The objective in setting up and continuously developing the Compliance Management System is to prevent, detect and respond to compliance violations against the interests of the company, to avoid liability risks and damage to the company’s reputation, to advise and safeguard the company’s management, executives and employees, and to increase efficiency by coordinating existing compliance activities.
The structure of the Compliance Management System corresponds to the following systematics (figure “Elements of the Lenzing Compliance Management System”):
Compliance is based on the corporate values of the Lenzing Group and its measures promote integrity within the company. Formal structures, such as the assignment of responsibilities, ongoing monitoring and structures for communication, evaluation and documentation are essential components of the Compliance Management System.
The ongoing compliance program is based on the following pillars:
- Measures to prevent misconduct
- Measures to detect compliance risks and weaknesses
- Measures to respond to misconduct and identified weaknesses in order to avoid them in future.

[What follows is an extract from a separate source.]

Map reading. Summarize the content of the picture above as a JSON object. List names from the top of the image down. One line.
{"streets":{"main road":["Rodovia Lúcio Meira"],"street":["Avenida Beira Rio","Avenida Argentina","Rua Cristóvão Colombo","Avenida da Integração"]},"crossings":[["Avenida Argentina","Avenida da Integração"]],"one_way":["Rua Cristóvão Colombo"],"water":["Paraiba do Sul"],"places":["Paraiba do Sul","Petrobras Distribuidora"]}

The Compliance Management System was subjected to an internal audit in the first half of 2021, in which improvements were analyzed and measures developed. At the meetings of the Supervisory Board’s Audit Committee on September 8, 2021 and November 17, 2021, the Compliance Officer reported on the content, objectives and status of the compliance organization, the structure of the Compliance Management System, training, internal and external investigations and various compliance measures (communication, surveys) in a separate agenda item.

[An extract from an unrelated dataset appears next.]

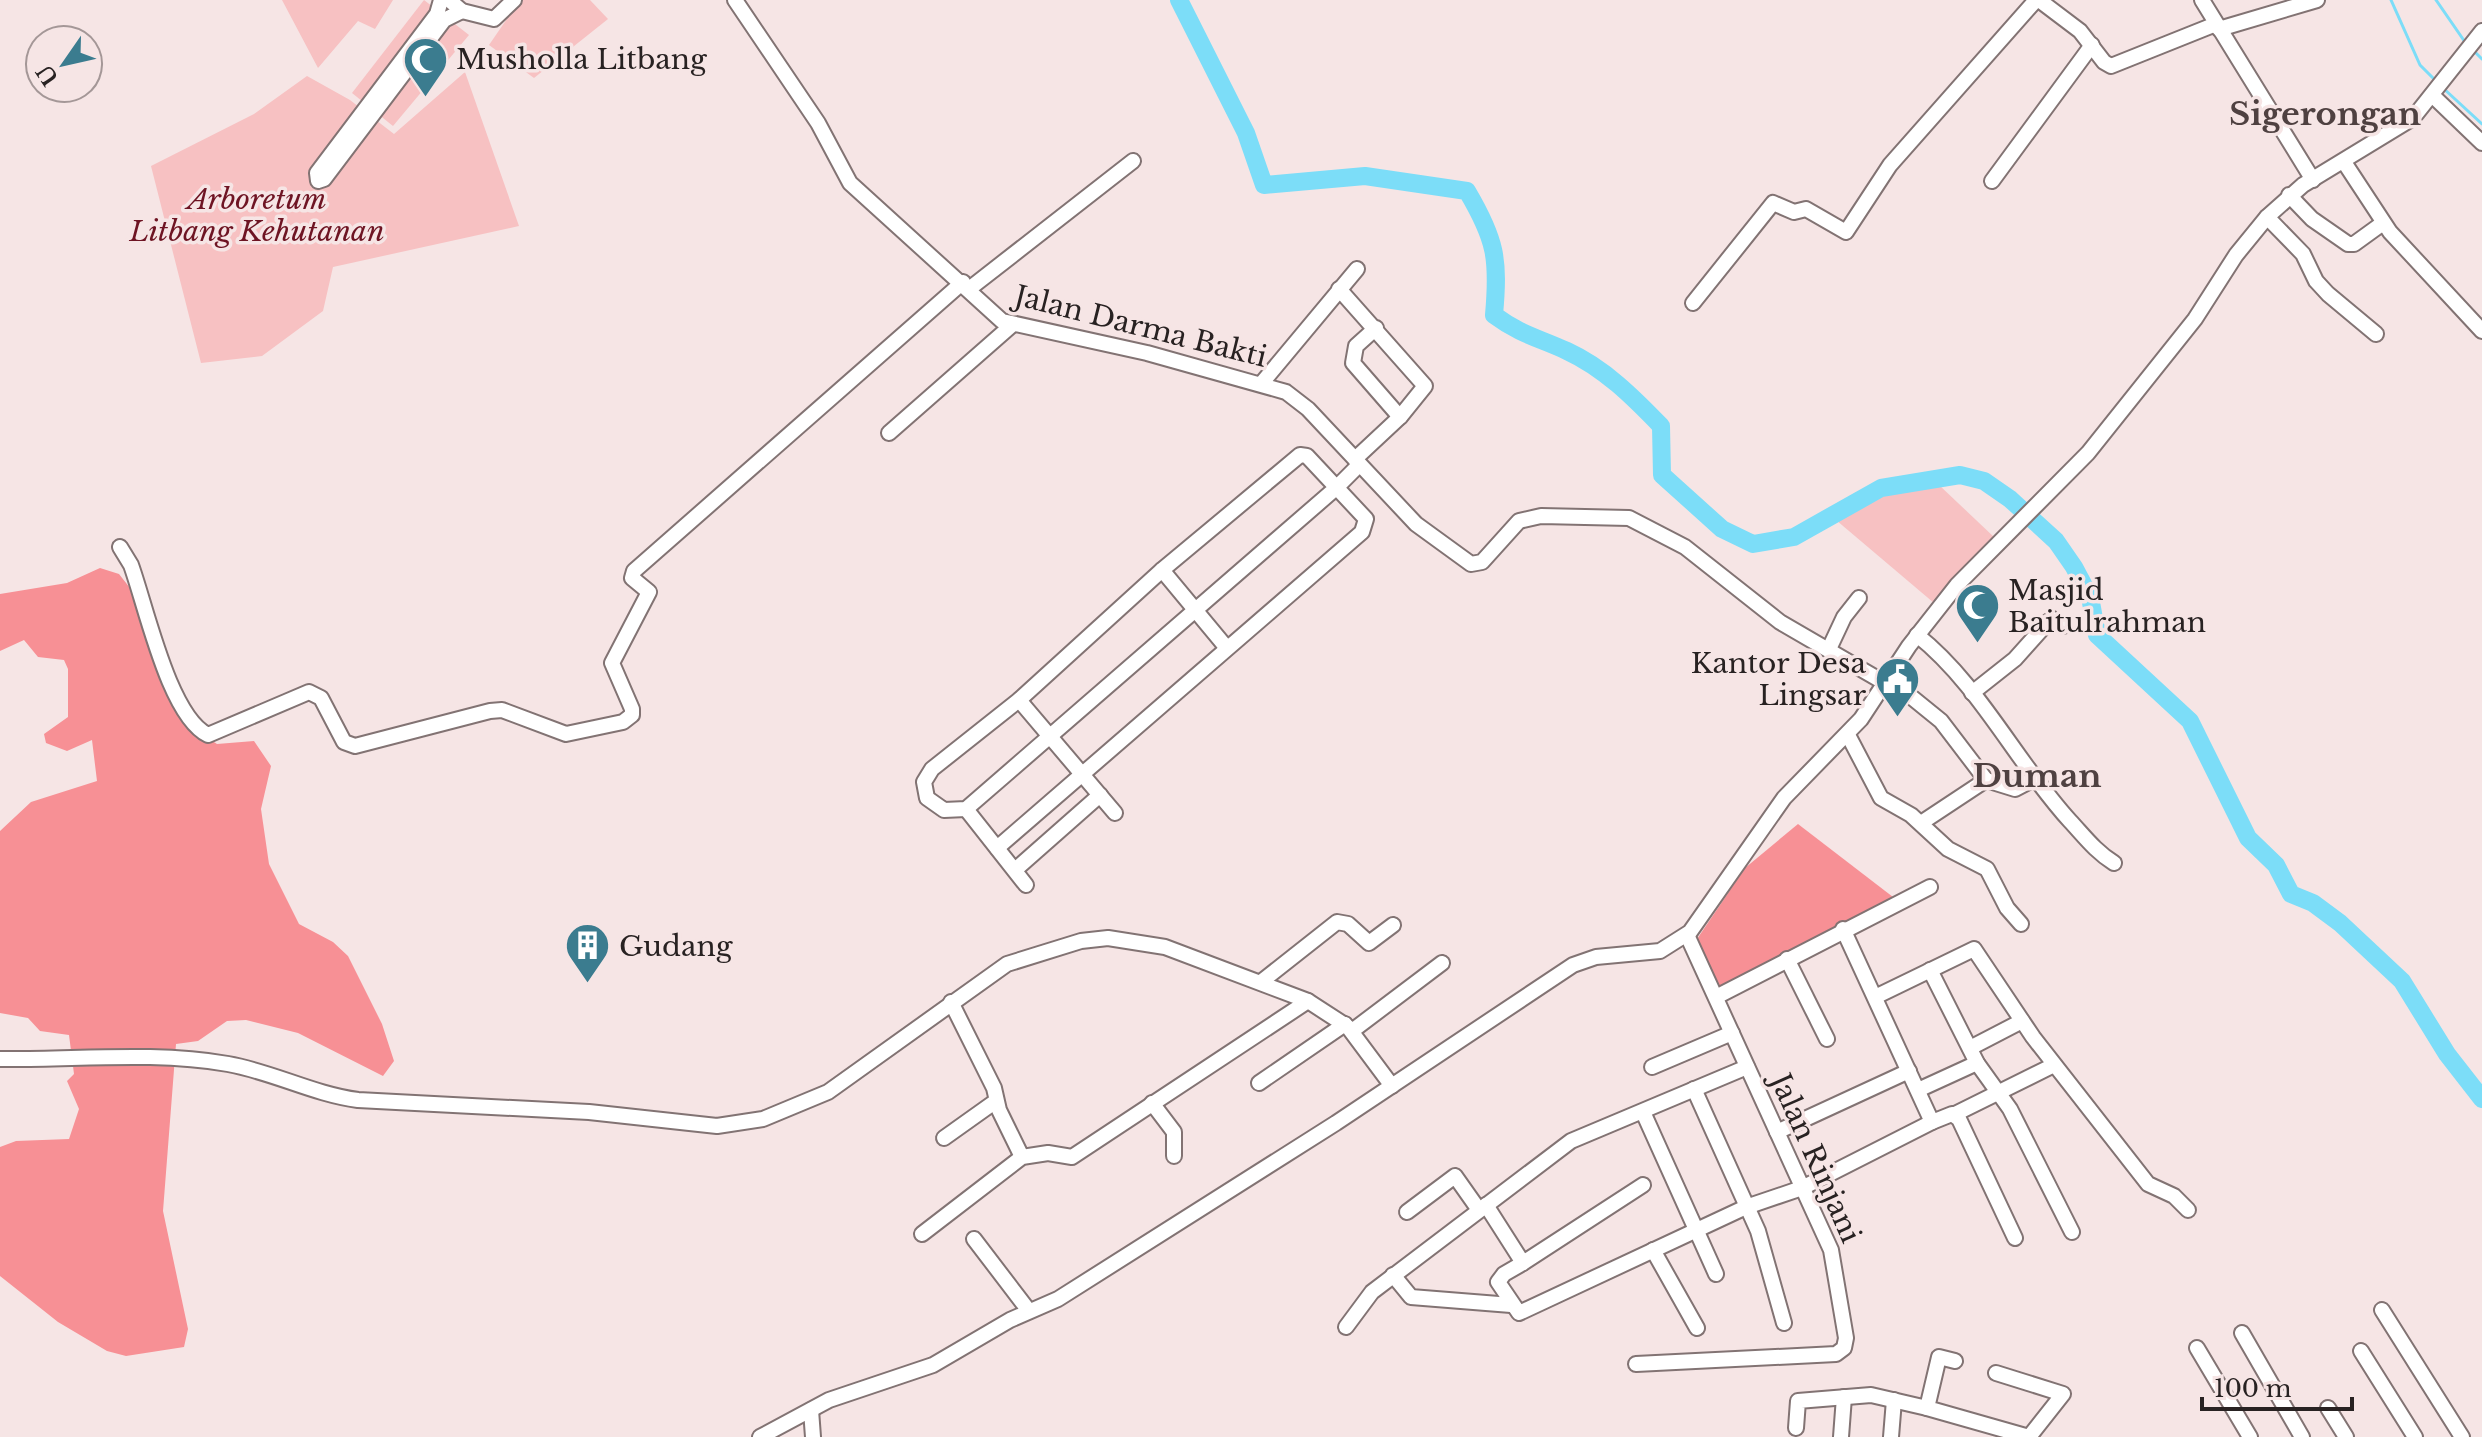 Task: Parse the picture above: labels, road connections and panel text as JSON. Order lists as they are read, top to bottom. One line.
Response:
{"streets":{"street":["Jalan Darma Bakti","Jalan Rinjani"]},"districts":["Sigerongan","Duman"],"parks":["Arboretum Litbang Kehutanan"],"places":{"mosque":["Musholla Litbang","Masjid Baitulrahman"],"public building":["Kantor Desa Lingsar"],"building":["Gudang"]},"scale_bar":"100 m","north":"bottom left"}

Lenzing Global Code of Business Conduct
Compliance measures and business ethics are crucial for Lenzing to comply with a multitude of legal regulations and standards at various sites and countries around the world. Lenzing attaches great value to the integrity and legally compliant behavior of all employees and business partners. Therefore, Lenzing has anchored its principles for compliant behavior in the Lenzing Global Code of Business Conduct. It serves as a guideline, orientation aid and advisor at the same time, so that all employees know how to react appropriately and in compliance with the rules in every situation. At the same time, it points out to Lenzing employees that violations of the Code of Conduct have serious consequences (civil, criminal, administrative criminal and/or disciplinary consequences, up to and including termination of employment). The Lenzing Global Code of Business Conduct is available to all employees in the Group languages on the intranet (“Lenzing Connect”) and is also accessible to external stakeholders on the company website. It is supplemented by the Global Supplier Code of Conduct which outlines Lenzing’s expectations for supplier conduct with respect to safety and health at work, labor and human rights, environmental protection, ethics and management practices. An overview of other publicly available policies to which Lenzing has committed can be found here.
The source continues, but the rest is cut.